▶ Description of the task
Where does the word "JSON" occur in the material? Copy each line that has it.

### Material shown ###

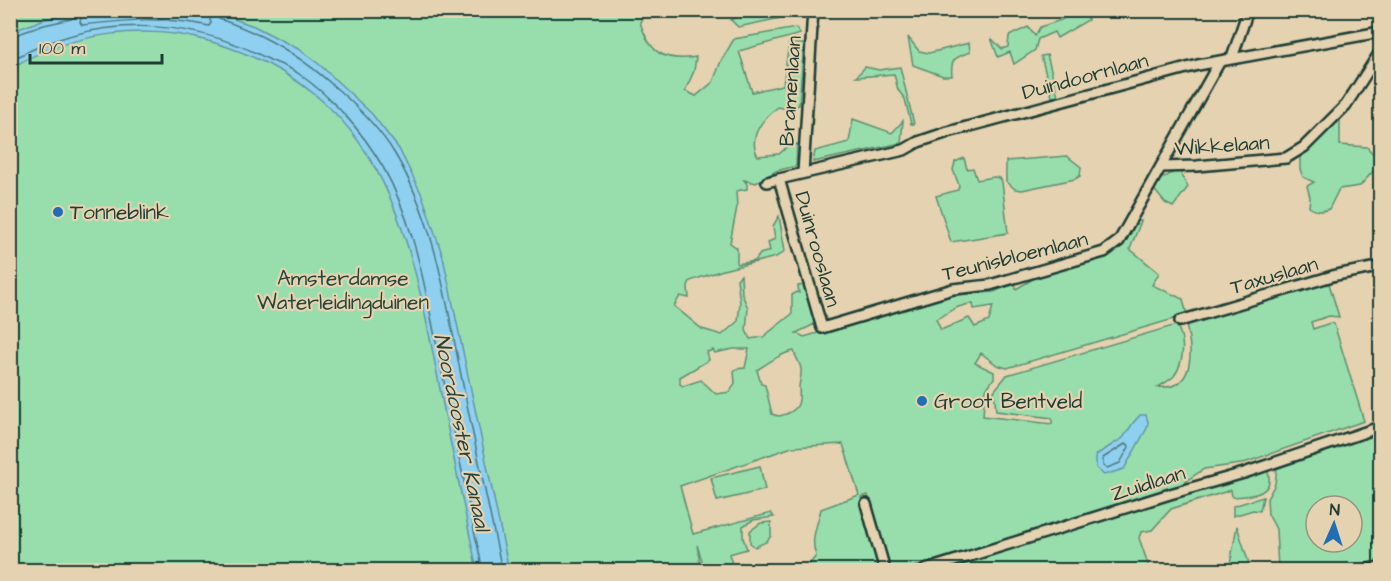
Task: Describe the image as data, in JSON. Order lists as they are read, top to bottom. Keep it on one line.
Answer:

###
### Material shown ###

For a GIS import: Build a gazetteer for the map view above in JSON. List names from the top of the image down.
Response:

###

▶ Solution below
Task: Describe the image as data, in JSON. Order lists as they are read, top to bottom. Keep it on one line.
For a GIS import: Build a gazetteer for the map view above in JSON. List names from the top of the image down.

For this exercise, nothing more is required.